• _Data provided_:
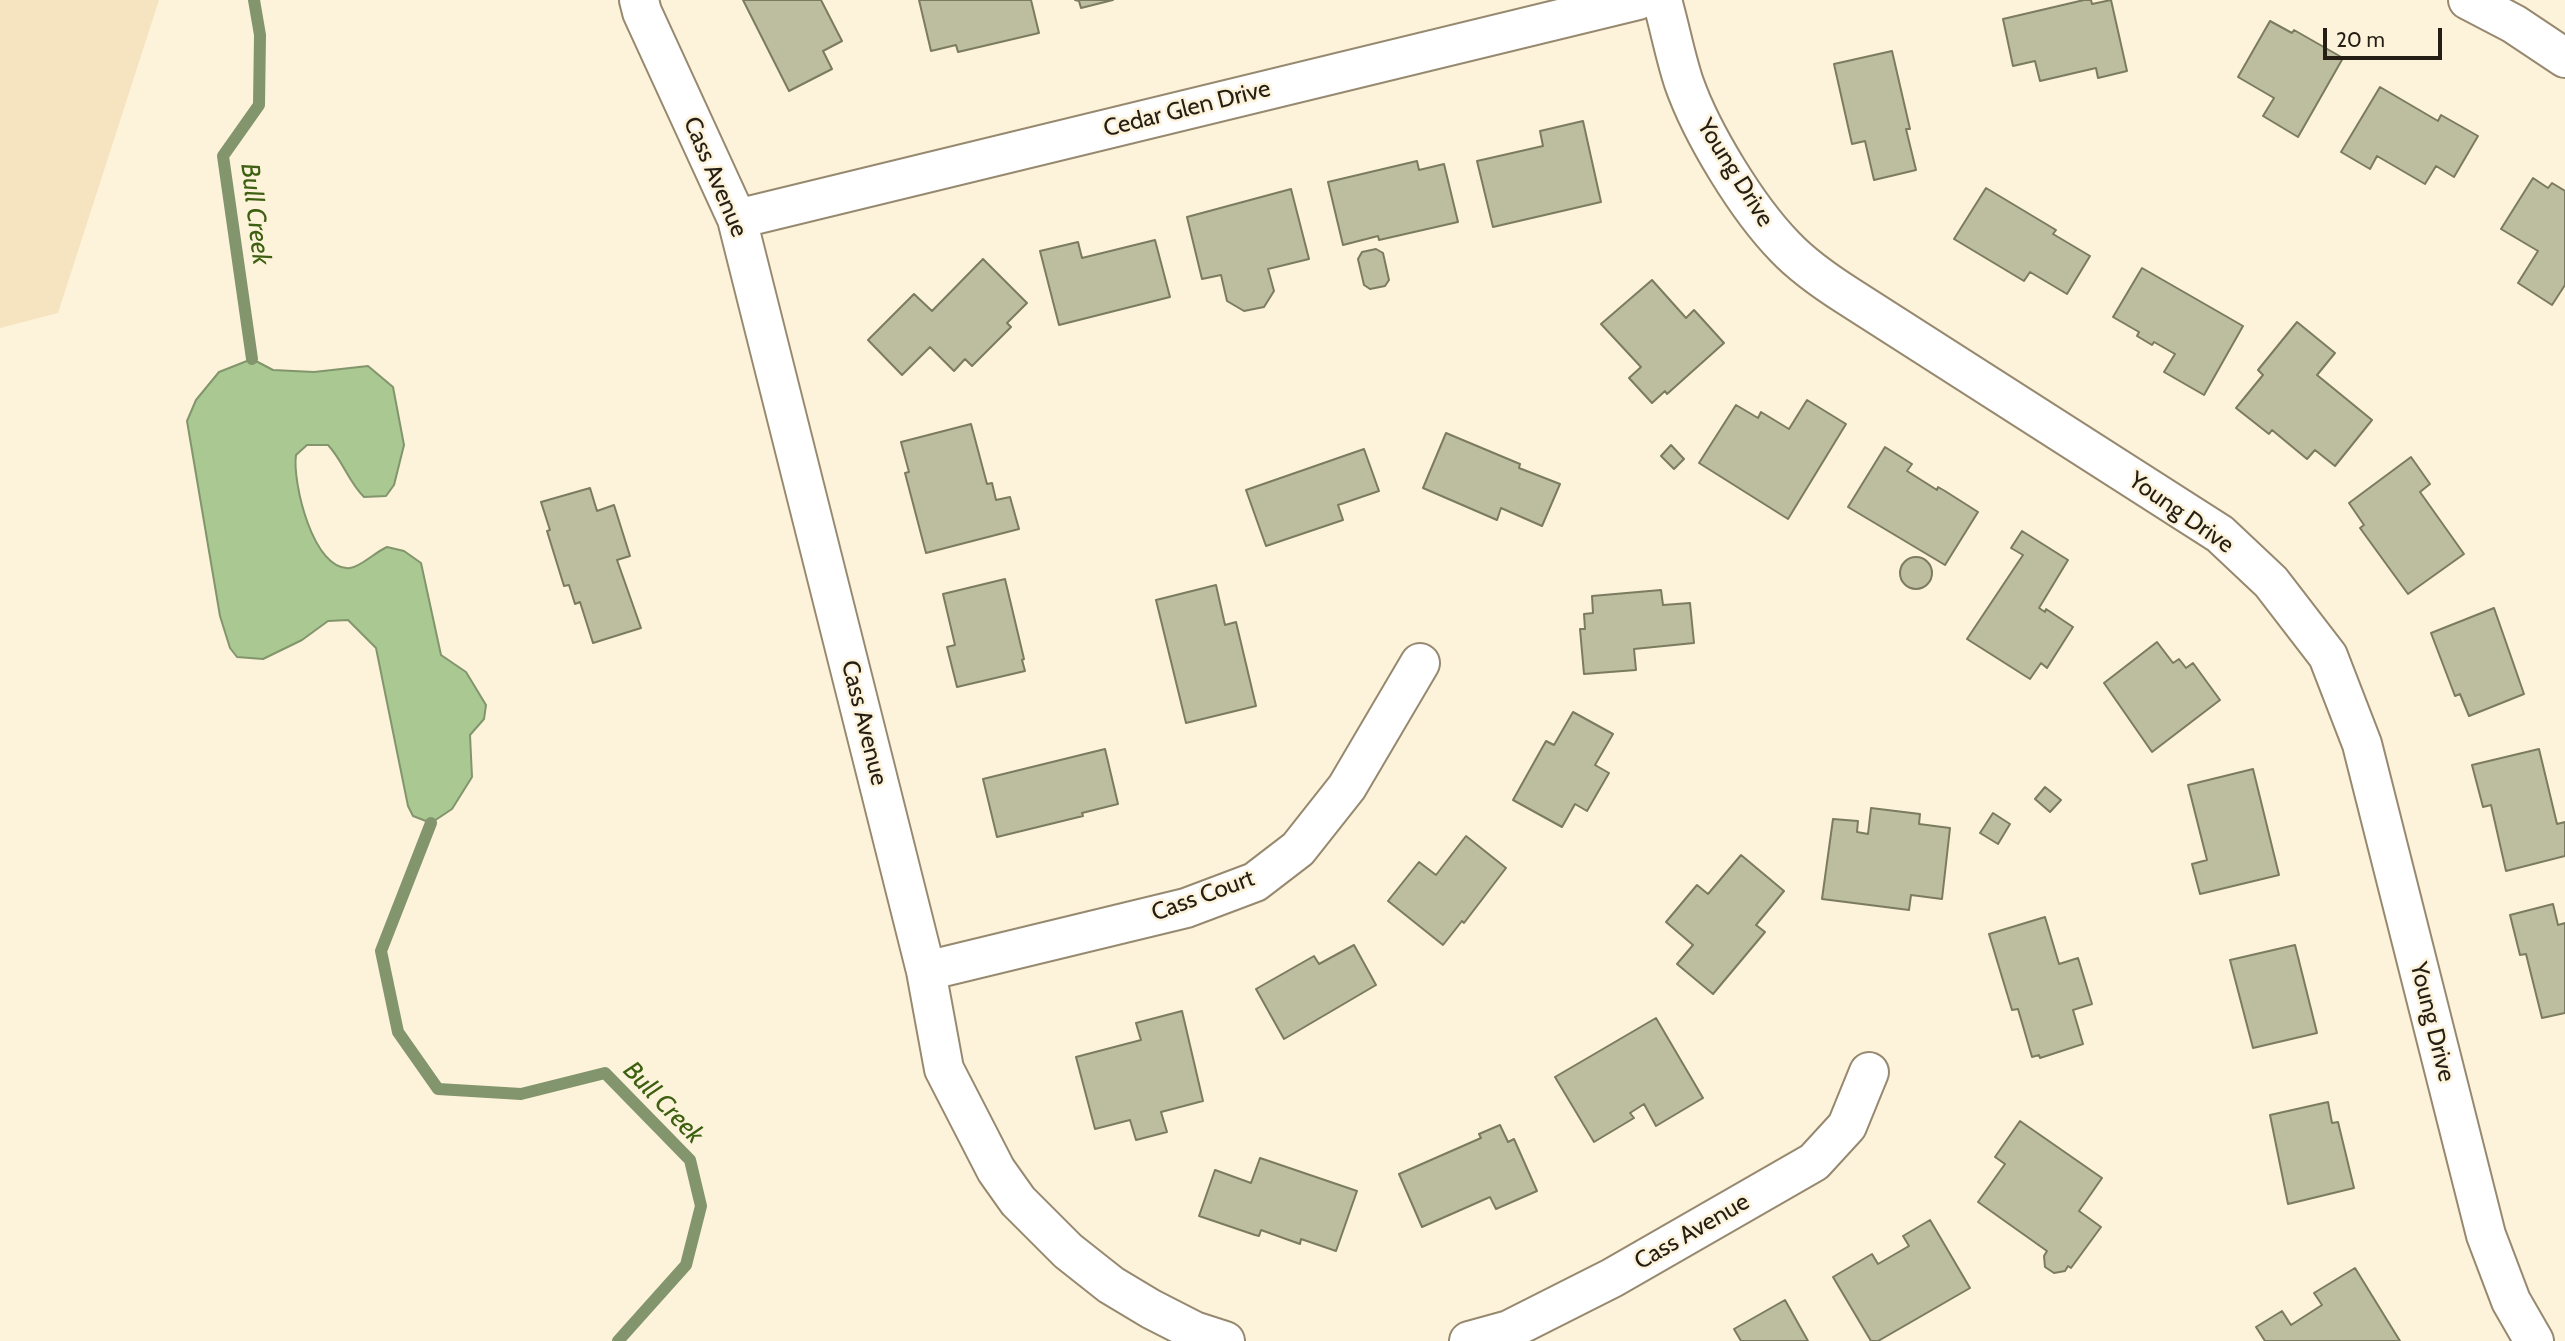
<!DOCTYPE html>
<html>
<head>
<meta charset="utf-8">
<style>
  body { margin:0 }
  #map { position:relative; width:2565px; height:1341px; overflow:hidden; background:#fdf2da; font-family:Cabin,sans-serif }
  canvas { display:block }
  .scale { position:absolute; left:2323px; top:28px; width:119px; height:32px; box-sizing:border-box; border:4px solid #241e14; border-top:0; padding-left:9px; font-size:21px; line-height:24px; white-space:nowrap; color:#241e14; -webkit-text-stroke:5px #fdf2da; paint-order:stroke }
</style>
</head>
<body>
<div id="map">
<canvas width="2565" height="1341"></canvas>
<div class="scale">20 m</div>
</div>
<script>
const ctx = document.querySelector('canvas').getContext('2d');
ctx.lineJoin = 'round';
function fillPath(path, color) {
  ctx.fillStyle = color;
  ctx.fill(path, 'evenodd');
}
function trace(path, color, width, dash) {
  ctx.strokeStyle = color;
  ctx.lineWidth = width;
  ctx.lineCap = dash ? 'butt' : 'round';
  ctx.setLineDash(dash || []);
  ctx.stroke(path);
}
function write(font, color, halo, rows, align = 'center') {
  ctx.font = font + ' Cabin,sans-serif';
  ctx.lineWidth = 5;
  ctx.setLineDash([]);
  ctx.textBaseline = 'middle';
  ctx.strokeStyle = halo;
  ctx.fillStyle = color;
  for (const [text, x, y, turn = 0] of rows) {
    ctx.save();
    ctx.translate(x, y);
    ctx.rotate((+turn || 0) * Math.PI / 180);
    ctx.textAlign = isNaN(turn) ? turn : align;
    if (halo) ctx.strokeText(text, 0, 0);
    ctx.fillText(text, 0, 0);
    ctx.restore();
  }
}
fillPath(new Path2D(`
  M 0,0 L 159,0 L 58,313 L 0,328 Z`), '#f6e4c0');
const water = new Path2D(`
  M 252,359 L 273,370 L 314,372 L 368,366 L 393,387 L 404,445 L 394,485 L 386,496 L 364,497 C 348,481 343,461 328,445 L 307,445 L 296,455 C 292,481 313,572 350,568 C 361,567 375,552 387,547 L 404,551 L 421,563 L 441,655 L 466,672 L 486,705 L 484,719 L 470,735 L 472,777 L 452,809 L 431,823 L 413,816 L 408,806 L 376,648 L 348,620 L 328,621 L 302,640 L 263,659 L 237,657 L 230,648 L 220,616 L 187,421 L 196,400 L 219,372 Z`);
fillPath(water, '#aac891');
trace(water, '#82956c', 2);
trace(new Path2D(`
  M 252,359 L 223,156 L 259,105 L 260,35 L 254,0
  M 431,823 L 381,951 L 398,1032 L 438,1089 L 521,1094 L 605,1073 L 690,1160 L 701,1206 L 686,1265 L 618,1341`), '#82956c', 12);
const building = new Path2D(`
  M 743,0 L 821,0 L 842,41 L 823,51 L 832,69 L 789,91 Z
  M 919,0 L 1031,0 L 1039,33 L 958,52 L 956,45 L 931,51 Z
  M 1075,0 L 1113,0 L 1081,8 L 1079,1 Z
  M 2084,0 L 2091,0 L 2092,4 L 2111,0 L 2127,71 L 2098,78 L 2096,68 L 2040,81 L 2035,61 L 2013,66 L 2003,19 Z
  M 2270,21 L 2292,33 L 2294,30 L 2343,58 L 2298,137 L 2263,116 L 2274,98 L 2238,77 Z
  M 1892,51 L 1910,129 L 1906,129 L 1916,170 L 1874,180 L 1865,141 L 1852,144 L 1834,64 Z
  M 2380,87 L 2438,121 L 2441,115 L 2478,136 L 2454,177 L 2436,166 L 2425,184 L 2377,156 L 2370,169 L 2341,152 Z
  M 1583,121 L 1601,202 L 1493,227 L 1477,161 L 1543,146 L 1540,131 Z
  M 1417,161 L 1419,170 L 1444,164 L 1458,222 L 1379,240 L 1378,236 L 1343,245 L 1328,182 Z
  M 2533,178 L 2548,188 L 2552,183 L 2565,191 L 2565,285 L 2552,305 L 2518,283 L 2538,251 L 2501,229 Z
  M 1986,188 L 2056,230 L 2053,234 L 2090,256 L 2067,294 L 2030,272 L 2024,281 L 1954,239 Z
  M 1291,189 L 1309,259 L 1268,269 L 1274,291 L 1264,307 L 1244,311 L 1227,301 L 1221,275 L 1202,279 L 1187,217 Z
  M 1155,240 L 1170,297 L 1059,325 L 1040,251 L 1078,242 L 1082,258 Z
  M 1376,249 L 1383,253 L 1389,280 L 1385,286 L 1370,289 L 1364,285 L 1358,259 L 1362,252 Z
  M 983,259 L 1027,303 L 1007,323 L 1011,327 L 972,366 L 965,359 L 954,371 L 930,347 L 902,375 L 868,340 L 914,294 L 932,311 Z
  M 2142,268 L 2243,326 L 2204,395 L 2164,372 L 2175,354 L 2154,342 L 2152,345 L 2137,336 L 2139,332 L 2113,317 Z
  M 1652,280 L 1686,318 L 1694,310 L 1724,343 L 1667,394 L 1665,391 L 1652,403 L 1629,378 L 1641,367 L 1601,324 Z
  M 2297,322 L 2335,353 L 2317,375 L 2372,420 L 2335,466 L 2315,450 L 2307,459 L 2272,430 L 2269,434 L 2236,408 L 2263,375 L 2258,370 Z
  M 1807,400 L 1846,424 L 1788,519 L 1699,463 L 1736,405 L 1758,418 L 1761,412 L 1789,429 Z
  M 971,424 L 987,484 L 992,483 L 996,500 L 1010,497 L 1019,529 L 926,553 L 905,473 L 909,472 L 901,442 Z
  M 1446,433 L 1520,464 L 1519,468 L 1560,484 L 1542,526 L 1501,508 L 1497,520 L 1423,488 Z
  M 1671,445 L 1684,459 L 1674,469 L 1661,456 Z
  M 1885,447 L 1912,464 L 1907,471 L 1937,490 L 1938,487 L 1945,491 L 1978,512 L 1945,565 L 1848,507 Z
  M 1364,449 L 1379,491 L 1338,505 L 1343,520 L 1266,546 L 1246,490 Z
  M 2411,457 L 2430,484 L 2420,492 L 2464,554 L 2408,594 L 2360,528 L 2364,525 L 2349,503 Z
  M 590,488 L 597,511 L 614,505 L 630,556 L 617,560 L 641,628 L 593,643 L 580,602 L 575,604 L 569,585 L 564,586 L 547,531 L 550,530 L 541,502 Z
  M 2022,531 L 2068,560 L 2039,608 L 2045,612 L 2046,609 L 2073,627 L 2047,668 L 2041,663 L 2030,679 L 1967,639 L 2023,555 L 2011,548 Z
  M1900 573a16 16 0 1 1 32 0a16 16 0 1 1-32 0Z
  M 1005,579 L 1024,659 L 1022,660 L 1025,671 L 957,687 L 947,647 L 955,645 L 943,594 Z
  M 1216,585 L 1225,625 L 1236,622 L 1256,706 L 1186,723 L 1156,600 Z
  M 1661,590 L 1663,605 L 1690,603 L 1694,643 L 1634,649 L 1636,670 L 1584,674 L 1580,629 L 1585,629 L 1584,614 L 1593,613 L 1592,596 Z
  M 2494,608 L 2524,694 L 2469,716 L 2460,694 L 2455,696 L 2431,633 Z
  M 2157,642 L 2173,663 L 2179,659 L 2186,668 L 2193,663 L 2220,700 L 2152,752 L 2104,683 Z
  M 1573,712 L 1613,734 L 1595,765 L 1609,773 L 1587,811 L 1575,804 L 1562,827 L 1513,800 L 1546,741 L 1554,745 Z
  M 1105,749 L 1118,804 L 1082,813 L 1083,816 L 997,837 L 983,779 Z
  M 2539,749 L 2557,824 L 2565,822 L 2565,856 L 2506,871 L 2491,805 L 2483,807 L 2472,765 Z
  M 2253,769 L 2279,875 L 2200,894 L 2192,864 L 2207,860 L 2188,785 Z
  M 2045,787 L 2061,800 L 2050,812 L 2035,799 Z
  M 1871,808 L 1920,814 L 1919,824 L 1950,828 L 1942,899 L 1911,895 L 1909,910 L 1822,899 L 1833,819 L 1858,821 L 1857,832 L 1868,834 Z
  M 1993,813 L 2010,824 L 1998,844 L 1980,833 Z
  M 1466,836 L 1506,868 L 1464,923 L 1462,921 L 1443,945 L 1388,901 L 1419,862 L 1436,875 Z
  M 1741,855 L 1784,891 L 1756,925 L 1765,932 L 1713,994 L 1677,964 L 1693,945 L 1666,922 L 1697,885 L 1708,894 Z
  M 2553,904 L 2558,925 L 2565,923 L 2565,1013 L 2542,1018 L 2526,954 L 2520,955 L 2510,915 Z
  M 2045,917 L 2059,964 L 2078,958 L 2092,1004 L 2073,1010 L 2083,1044 L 2040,1058 L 2039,1055 L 2032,1057 L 2018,1009 L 2012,1010 L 1989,934 Z
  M 1354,945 L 1376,985 L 1284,1039 L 1256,989 L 1314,956 L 1319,964 Z
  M 2295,945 L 2317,1033 L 2253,1048 L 2230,960 Z
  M 1182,1011 L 1203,1101 L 1161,1112 L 1167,1132 L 1136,1140 L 1130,1120 L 1095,1129 L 1076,1057 L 1141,1040 L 1136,1023 Z
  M 1656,1018 L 1703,1098 L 1656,1126 L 1644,1104 L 1630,1113 L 1634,1118 L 1594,1142 L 1555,1077 Z
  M 2328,1102 L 2332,1123 L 2338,1122 L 2354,1188 L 2288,1204 L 2270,1115 Z
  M 2020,1121 L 2102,1178 L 2079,1211 L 2101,1227 L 2071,1268 L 2068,1266 L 2065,1271 L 2054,1273 L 2045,1267 L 2044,1256 L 2047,1251 L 1978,1202 L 2005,1164 L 1995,1157 Z
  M 1500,1125 L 1508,1142 L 1514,1139 L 1537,1191 L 1496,1209 L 1490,1197 L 1422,1227 L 1399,1174 L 1481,1138 L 1479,1134 Z
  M 1260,1158 L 1357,1191 L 1336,1251 L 1301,1239 L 1300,1244 L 1261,1230 L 1259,1236 L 1255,1235 L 1199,1216 L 1215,1170 L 1251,1183 Z
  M 1930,1220 L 1970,1288 L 1878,1341 L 1871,1341 L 1833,1277 L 1872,1254 L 1878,1264 L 1909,1246 L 1903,1236 Z
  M 2355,1268 L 2400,1341 L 2265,1341 L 2256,1327 L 2282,1311 L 2291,1325 L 2322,1305 L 2314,1293 Z
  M 1785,1300 L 1808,1341 L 1741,1341 L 1734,1329 Z`);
fillPath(building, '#bdbd9f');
trace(building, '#7b7b5f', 2);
const minor = new Path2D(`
  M 639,0 L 642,12 L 737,219 L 926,971 L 944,1069 L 996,1170 L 1018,1201 L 1068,1251 L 1111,1285 L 1151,1309 L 1194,1331 L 1225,1341
  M 1662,0 C 1670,28 1675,56 1684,83 C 1702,134 1747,208 1785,247 C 1803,266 1826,282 1848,296 L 2220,534 L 2271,582 L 2328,656 L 2362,744 L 2486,1235 L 2511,1301 L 2534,1341
  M 2468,0 L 2514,24 L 2565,58
  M 737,219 L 1638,0
  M 926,971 L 1186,908 L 1255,882 L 1298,849 L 1347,787 L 1420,663
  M 1469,1341 L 1509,1330 L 1612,1278 L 1814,1162 L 1847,1126 L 1869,1072`);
trace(minor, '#96896f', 42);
trace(minor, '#fff', 38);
write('24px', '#241e14', '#fdf2da', [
  ["Cedar Glen Drive",1187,109,-14],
  ["Young Drive",1735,173,58],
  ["Cass Avenue",715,177,67],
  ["Young Drive",2181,513,35],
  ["Cass Avenue",864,723,76],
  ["Cass Court",1203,896,-20],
  ["Young Drive",2432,1022,76],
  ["Cass Avenue",1692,1232,-30]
]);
write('italic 26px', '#3c5f10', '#fdf2da', [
  ["Bull Creek",255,214,83],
  ["Bull Creek",663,1103,46]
]);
</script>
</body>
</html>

• _Work instructions_:
Please provide nothing but the number of lines in the records that hold the string "rows".

• _Task answer_:
2